The double love story of the Burton siblings is initially largely unrelated to the criminal act. Jerry Burton's and Megan Hunter's romance has features of a Cinderella storyline, but even more features of a variation on the Pygmalion motif. Twenty-year-old and therefore not yet of legal age, Megan feels like the fifth wheel on the car in her stepfather's household, receives little care there and walks around dressed carelessly. Jerry Burton, of indefinite age, not only grasps an inclination for them, but feels the need to expand their education. His spontaneous decision to take Megan with him to London and have her completely new clothes and hair done leads to the fact that she takes on a new, also outwardly attractive character. Only after this self-made transformation does he become aware of his love for Megan. The literary scholar Gill Plain has interpreted this trait as an attempt to restore male dominance, which had got into trouble due to the events of the war (symbolized by Jerry's invalidity at the beginning of the novel): “Jerry regains his male agency through the godlike creation of a woman . "

Next to this primary love story is the secondary one between Joanna Burton and Owen Griffith, which is initially designed as "play fast and loose": Joanna plays with the doctor's feelings out of hurt vanity. However, Owen Griffith also succeeds in regaining his masculine capacity to act: He forces Joanna, who happens to meet the doctor dealing with a difficult childbirth while walking, to do ancillary work in his medical work, and the game becomes serious, a real love story.
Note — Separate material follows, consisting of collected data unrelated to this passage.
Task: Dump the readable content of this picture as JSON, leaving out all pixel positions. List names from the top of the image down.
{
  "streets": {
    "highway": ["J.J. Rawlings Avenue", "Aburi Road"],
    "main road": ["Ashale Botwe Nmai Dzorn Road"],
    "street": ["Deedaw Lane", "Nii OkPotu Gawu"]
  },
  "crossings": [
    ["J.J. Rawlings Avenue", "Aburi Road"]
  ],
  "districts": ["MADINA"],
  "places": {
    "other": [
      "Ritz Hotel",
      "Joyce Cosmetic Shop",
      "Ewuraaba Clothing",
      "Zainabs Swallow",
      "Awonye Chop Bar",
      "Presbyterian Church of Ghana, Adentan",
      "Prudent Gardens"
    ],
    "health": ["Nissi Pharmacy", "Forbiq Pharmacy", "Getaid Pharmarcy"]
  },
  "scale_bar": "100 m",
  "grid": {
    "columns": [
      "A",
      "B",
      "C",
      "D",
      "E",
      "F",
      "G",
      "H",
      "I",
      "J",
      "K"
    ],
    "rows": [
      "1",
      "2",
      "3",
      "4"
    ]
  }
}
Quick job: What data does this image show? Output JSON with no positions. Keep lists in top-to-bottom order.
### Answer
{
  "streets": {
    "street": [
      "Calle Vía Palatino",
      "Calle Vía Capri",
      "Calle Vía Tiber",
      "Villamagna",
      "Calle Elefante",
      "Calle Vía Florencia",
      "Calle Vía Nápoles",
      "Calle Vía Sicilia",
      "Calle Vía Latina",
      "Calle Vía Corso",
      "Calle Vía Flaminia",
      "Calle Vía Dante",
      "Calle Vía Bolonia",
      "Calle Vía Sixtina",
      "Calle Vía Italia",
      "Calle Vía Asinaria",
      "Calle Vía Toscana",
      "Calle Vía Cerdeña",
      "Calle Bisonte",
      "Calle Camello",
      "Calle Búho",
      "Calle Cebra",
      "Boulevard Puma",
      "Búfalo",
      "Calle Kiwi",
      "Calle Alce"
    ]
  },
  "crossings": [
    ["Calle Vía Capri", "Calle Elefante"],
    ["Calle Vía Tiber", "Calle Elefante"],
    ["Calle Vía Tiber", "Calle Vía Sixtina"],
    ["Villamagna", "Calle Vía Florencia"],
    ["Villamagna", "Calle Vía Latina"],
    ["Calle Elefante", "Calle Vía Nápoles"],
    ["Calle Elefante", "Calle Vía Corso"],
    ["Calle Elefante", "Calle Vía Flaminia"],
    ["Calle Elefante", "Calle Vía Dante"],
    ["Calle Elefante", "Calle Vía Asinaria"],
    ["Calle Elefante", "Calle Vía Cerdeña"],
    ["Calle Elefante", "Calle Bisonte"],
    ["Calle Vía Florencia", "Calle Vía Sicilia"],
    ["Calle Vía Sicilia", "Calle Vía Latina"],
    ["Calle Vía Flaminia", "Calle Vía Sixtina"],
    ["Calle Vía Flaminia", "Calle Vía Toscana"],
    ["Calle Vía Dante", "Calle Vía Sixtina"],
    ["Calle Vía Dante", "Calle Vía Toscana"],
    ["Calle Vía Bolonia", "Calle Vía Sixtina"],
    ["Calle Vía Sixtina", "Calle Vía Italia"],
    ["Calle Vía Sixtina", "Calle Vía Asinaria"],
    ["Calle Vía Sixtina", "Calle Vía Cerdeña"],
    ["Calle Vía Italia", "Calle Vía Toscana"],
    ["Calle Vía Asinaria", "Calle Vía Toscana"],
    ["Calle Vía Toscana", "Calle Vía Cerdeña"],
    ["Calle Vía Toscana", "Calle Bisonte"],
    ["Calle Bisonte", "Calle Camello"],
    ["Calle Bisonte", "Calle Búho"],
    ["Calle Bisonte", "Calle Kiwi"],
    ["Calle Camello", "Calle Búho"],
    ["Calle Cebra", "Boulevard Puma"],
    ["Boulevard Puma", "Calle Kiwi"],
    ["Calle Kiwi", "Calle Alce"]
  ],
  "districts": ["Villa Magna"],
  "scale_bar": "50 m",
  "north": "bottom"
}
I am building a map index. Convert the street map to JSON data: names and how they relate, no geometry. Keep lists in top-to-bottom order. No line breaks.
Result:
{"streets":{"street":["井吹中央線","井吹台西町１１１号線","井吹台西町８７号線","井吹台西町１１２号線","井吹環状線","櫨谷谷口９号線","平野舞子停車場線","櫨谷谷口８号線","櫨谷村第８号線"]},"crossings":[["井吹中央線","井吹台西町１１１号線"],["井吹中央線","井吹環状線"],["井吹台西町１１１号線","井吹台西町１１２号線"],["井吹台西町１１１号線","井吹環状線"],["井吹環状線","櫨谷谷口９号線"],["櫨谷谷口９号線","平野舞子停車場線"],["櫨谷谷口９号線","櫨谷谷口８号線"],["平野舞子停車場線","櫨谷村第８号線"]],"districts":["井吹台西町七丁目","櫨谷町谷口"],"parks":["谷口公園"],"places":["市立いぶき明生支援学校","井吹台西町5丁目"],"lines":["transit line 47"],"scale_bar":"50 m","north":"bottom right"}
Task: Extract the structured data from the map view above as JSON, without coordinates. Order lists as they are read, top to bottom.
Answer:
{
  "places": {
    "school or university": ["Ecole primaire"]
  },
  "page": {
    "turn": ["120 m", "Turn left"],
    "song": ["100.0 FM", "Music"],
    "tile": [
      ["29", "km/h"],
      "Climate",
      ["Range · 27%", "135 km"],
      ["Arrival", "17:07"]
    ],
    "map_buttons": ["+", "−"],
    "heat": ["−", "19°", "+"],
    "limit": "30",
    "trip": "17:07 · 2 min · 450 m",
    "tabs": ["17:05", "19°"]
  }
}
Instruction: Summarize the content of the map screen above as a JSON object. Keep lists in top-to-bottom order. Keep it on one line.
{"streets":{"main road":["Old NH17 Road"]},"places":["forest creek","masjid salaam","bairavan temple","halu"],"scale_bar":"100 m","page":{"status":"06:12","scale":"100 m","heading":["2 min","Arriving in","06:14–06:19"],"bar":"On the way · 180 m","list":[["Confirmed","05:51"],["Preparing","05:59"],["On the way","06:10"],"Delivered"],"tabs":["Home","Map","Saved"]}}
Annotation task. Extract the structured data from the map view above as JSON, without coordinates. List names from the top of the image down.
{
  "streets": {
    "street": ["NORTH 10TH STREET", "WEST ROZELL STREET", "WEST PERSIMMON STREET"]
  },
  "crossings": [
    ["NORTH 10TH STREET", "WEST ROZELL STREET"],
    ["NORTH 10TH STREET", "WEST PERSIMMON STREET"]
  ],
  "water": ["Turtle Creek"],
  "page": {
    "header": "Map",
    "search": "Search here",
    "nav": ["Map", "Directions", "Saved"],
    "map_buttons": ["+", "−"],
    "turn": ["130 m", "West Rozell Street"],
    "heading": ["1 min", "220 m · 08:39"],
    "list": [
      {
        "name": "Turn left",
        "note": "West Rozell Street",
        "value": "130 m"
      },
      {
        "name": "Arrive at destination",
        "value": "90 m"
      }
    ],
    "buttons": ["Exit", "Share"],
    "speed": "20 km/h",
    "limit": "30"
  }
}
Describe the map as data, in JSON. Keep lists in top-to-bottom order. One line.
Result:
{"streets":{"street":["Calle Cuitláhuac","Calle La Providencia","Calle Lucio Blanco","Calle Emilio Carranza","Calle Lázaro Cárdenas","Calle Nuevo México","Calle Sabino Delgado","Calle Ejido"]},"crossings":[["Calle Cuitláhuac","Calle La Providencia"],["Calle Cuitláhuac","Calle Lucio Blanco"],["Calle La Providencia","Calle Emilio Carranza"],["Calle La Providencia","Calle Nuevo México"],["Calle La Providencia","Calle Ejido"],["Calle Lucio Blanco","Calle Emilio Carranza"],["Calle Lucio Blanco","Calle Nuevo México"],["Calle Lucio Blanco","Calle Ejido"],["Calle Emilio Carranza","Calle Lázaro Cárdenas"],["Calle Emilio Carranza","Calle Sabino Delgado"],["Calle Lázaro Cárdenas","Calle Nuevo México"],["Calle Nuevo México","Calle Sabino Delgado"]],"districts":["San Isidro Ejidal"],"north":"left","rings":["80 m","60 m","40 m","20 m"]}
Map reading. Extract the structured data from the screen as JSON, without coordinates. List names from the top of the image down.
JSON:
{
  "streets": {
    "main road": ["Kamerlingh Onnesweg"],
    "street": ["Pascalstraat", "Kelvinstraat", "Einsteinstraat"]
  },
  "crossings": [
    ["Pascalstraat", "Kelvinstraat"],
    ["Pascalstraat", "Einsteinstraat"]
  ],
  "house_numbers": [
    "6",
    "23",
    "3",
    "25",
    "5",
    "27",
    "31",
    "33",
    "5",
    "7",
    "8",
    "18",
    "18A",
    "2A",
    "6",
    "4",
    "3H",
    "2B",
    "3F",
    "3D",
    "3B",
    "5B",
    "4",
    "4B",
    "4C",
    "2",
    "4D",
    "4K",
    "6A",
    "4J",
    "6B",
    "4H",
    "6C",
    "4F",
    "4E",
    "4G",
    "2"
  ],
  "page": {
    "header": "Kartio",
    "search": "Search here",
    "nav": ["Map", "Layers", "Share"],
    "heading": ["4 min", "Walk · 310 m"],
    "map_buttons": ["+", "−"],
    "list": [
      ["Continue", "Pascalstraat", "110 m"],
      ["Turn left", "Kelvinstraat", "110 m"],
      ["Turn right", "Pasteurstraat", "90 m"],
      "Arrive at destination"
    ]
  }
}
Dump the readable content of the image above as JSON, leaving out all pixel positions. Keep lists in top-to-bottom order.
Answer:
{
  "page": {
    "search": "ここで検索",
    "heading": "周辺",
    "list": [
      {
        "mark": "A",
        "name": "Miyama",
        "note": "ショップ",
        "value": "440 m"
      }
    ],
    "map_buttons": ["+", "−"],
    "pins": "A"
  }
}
Only at the end is there a direct link between the crime novel and love story: Megan Hunter is chosen by Miss Marple to set a trap for the criminal. When she awakes from her unconsciousness after the Symmington assassination attempt, she revises her original rejection of Burton's proposal. The introductory text of the first edition as a serialized novel depicts the connection of the plot as follows: "A love story, promoted by malice, overshadowed by murder and haunted by a crime novel", thus emphasizes the romance as the core plot.

characters

The novel is essentially set in good company in the small town of Lymstock. The main characters here are Little Furze's landlady, Emily Barton, an old maid who lives on her investments; the local doctor, Owen Griffith, with his sister Aimée Griffith; the lawyer Richard Symmington with his wife Mona and their two sons and Mona's daughter from first marriage, Megan Hunter; the pastor Caleb Dane Calthrop with his wife Maud; the privateer and collector Pye. Then there are the two Londoners Jerry and Joanna Burton, who have wealth and who move naturally in these circles. These people make house calls to each other, play bridge together, and meet on the high street while shopping.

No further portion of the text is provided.